PROVIDED MATERIAL:
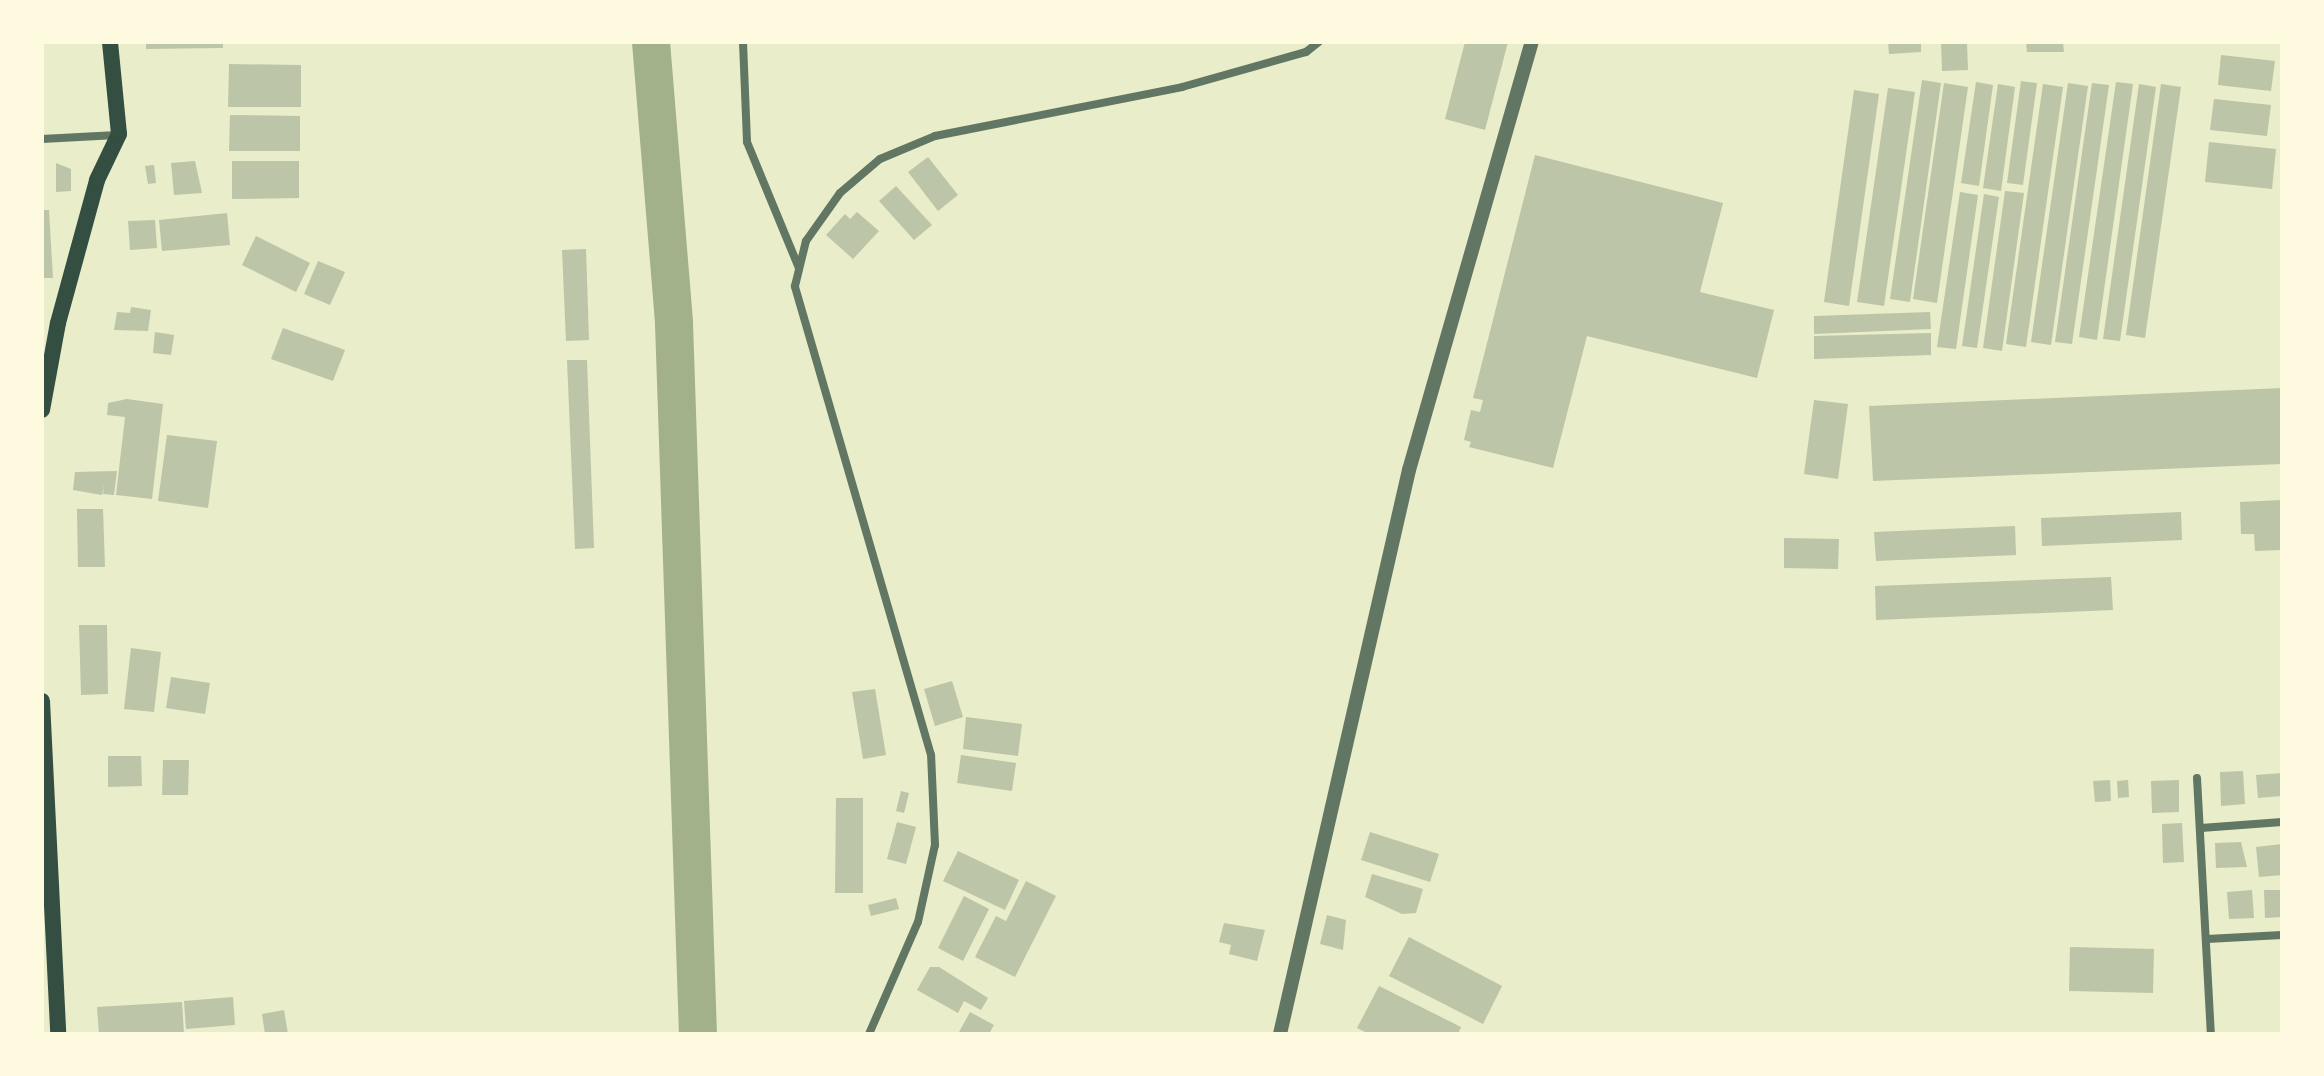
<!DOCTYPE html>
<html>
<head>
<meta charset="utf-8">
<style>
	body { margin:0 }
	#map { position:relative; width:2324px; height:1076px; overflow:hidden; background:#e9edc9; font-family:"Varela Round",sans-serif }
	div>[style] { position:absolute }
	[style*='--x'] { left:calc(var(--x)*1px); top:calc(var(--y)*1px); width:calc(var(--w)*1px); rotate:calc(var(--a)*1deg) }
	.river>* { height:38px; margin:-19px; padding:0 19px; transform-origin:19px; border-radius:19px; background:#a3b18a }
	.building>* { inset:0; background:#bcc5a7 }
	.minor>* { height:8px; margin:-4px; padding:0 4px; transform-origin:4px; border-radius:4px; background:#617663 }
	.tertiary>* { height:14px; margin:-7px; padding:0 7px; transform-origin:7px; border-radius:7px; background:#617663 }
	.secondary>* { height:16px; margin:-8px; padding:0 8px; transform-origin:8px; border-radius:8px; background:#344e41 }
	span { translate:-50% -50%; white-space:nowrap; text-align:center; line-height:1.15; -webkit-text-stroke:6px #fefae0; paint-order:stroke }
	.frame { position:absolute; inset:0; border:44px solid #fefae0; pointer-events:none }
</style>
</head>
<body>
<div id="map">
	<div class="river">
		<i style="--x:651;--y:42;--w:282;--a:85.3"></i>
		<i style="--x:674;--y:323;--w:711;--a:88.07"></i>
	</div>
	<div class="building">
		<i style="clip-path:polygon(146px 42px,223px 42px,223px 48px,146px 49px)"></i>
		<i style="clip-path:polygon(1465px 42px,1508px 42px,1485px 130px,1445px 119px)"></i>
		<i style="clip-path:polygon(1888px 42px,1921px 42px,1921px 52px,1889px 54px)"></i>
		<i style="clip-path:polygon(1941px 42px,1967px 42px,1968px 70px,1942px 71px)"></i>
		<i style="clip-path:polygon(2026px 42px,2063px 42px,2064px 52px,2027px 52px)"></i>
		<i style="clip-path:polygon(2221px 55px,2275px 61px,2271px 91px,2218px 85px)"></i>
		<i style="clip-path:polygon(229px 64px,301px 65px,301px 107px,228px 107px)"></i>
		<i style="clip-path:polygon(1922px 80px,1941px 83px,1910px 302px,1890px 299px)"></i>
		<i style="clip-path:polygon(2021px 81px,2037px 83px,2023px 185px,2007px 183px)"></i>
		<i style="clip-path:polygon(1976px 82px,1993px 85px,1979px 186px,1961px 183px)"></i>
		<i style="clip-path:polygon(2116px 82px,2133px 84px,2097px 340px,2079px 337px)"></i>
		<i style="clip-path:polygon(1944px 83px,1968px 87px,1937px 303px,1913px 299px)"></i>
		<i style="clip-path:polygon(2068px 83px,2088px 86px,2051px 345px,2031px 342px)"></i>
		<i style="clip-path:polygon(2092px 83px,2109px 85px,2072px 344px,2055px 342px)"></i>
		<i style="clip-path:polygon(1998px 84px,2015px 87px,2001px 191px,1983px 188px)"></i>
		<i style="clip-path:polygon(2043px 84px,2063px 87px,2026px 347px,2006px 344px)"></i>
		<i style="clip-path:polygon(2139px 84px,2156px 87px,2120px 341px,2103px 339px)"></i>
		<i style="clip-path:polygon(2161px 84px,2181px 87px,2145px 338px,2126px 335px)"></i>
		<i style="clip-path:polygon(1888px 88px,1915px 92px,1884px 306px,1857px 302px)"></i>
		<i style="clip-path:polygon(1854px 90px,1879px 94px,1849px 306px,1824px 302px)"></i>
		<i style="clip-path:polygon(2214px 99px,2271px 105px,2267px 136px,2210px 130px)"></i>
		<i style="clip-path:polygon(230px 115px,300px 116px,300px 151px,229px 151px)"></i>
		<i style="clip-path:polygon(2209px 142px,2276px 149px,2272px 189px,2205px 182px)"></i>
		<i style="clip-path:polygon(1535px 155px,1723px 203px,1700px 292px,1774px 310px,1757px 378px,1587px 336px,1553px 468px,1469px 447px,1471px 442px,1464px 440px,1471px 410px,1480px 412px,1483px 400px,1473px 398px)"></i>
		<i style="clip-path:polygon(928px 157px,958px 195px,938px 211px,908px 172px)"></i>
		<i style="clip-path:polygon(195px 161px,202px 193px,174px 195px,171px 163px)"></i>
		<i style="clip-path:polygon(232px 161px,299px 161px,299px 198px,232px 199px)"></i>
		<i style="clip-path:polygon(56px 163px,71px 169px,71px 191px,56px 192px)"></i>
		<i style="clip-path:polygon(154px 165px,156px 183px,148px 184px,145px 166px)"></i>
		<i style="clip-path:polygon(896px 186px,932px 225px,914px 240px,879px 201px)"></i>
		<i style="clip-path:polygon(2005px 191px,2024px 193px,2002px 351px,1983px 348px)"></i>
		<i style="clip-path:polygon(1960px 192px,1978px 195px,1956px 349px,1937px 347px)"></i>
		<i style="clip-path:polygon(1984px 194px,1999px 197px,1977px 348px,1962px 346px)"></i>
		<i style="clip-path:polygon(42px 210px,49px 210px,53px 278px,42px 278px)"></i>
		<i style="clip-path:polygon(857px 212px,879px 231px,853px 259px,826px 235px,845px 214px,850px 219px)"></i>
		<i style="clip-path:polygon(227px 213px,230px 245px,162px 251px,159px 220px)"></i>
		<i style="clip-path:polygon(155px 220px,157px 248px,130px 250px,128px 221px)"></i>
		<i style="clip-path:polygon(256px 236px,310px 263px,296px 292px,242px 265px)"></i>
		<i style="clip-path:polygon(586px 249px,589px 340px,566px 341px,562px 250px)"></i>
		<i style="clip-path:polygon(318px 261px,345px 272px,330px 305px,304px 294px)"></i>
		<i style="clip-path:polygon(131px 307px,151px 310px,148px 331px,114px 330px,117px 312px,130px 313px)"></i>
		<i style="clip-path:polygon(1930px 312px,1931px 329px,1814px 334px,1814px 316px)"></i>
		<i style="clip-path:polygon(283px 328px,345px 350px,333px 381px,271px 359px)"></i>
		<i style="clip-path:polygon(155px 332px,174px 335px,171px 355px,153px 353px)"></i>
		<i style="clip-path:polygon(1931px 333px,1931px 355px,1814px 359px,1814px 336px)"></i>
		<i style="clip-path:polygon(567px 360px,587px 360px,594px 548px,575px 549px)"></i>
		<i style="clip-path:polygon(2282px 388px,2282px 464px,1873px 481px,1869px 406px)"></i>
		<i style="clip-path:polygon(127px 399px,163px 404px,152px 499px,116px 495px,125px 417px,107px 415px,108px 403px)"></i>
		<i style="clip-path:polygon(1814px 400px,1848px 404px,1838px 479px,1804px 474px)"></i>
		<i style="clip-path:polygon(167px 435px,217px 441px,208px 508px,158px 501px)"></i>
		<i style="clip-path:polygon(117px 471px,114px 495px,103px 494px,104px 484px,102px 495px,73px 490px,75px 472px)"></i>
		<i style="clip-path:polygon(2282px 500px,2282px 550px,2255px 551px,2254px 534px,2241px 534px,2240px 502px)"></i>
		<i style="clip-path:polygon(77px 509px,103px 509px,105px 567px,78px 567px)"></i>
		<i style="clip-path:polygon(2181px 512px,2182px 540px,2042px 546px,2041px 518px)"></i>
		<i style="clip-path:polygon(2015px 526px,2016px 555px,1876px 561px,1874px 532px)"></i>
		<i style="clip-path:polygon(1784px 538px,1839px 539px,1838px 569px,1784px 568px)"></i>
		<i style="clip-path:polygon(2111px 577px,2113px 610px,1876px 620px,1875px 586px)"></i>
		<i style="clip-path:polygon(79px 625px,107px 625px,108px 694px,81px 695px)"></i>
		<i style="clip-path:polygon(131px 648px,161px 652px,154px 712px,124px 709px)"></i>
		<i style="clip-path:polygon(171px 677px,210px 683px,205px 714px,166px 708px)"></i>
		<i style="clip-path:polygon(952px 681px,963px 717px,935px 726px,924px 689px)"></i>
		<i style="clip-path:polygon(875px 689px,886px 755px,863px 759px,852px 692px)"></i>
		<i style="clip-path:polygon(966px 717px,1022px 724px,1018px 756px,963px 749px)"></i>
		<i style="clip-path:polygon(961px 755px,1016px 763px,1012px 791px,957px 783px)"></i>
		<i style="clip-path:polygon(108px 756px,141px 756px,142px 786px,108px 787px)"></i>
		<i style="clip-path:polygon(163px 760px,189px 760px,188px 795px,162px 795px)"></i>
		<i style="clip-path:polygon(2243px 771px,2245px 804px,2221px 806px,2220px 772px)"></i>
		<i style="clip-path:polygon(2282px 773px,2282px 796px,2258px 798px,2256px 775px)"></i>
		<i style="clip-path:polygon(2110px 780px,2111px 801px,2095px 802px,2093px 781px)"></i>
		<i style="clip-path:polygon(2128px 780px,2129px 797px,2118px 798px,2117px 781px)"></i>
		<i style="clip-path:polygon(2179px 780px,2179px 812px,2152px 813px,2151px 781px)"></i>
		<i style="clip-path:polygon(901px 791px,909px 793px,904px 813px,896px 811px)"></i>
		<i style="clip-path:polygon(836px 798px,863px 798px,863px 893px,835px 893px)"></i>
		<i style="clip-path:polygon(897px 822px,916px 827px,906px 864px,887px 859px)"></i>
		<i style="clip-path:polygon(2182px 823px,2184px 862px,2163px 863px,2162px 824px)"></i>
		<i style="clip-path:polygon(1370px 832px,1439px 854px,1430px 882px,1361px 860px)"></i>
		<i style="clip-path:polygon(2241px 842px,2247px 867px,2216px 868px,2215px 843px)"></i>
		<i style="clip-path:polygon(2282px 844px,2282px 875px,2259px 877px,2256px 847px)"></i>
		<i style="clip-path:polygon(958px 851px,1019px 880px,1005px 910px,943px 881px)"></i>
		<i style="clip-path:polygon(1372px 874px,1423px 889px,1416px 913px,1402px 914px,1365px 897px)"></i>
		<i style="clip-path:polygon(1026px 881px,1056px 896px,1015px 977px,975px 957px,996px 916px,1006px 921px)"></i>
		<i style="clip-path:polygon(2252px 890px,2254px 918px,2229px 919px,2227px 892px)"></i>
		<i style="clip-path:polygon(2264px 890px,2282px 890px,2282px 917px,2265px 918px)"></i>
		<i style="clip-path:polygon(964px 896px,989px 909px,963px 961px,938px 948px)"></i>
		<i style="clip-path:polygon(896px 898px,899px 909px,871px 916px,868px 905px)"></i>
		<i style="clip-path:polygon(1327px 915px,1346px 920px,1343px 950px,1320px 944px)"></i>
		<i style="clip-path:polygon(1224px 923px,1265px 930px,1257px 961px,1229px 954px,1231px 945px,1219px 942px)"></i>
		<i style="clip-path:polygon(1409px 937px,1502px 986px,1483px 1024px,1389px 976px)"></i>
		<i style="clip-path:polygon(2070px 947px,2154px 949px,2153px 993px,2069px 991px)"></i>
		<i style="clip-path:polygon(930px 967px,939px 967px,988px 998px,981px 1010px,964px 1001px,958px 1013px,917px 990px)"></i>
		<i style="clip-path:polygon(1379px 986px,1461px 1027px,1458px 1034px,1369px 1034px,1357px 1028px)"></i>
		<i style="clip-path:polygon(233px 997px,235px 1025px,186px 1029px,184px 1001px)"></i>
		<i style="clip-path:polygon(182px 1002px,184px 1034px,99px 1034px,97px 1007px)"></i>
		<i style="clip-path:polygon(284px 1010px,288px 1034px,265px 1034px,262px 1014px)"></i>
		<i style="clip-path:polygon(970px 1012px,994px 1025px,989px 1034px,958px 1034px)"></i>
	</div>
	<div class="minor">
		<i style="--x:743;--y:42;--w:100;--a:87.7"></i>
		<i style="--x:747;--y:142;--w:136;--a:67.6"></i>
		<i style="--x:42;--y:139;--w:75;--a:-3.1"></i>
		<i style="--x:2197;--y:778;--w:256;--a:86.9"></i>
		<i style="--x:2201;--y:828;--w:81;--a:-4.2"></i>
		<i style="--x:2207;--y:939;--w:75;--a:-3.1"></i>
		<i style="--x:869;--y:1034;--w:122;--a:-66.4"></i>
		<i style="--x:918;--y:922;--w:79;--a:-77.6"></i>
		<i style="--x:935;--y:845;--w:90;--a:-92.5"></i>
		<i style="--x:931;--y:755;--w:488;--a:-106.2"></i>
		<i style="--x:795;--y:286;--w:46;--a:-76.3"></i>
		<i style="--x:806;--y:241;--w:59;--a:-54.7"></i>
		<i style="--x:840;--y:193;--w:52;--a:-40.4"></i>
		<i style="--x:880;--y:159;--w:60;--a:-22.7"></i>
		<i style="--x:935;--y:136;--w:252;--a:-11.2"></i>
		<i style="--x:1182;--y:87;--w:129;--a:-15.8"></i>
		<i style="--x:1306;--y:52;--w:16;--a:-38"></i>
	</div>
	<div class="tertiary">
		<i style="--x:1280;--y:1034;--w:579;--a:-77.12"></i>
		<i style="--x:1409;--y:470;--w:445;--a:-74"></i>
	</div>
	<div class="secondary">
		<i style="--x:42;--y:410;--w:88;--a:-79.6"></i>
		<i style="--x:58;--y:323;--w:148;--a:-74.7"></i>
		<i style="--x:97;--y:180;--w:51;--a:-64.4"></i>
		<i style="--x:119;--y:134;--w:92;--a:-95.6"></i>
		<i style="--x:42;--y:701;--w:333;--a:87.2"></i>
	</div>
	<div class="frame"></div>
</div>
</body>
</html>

TASK REQUIREMENTS:
Whenever a line in the material contains the word "width", copy that line.

EXERCISE OUTPUT:
	#map { position:relative; width:2324px; height:1076px; overflow:hidden; background:#e9edc9; font-family:"Varela Round",sans-serif }
	[style*='--x'] { left:calc(var(--x)*1px); top:calc(var(--y)*1px); width:calc(var(--w)*1px); rotate:calc(var(--a)*1deg) }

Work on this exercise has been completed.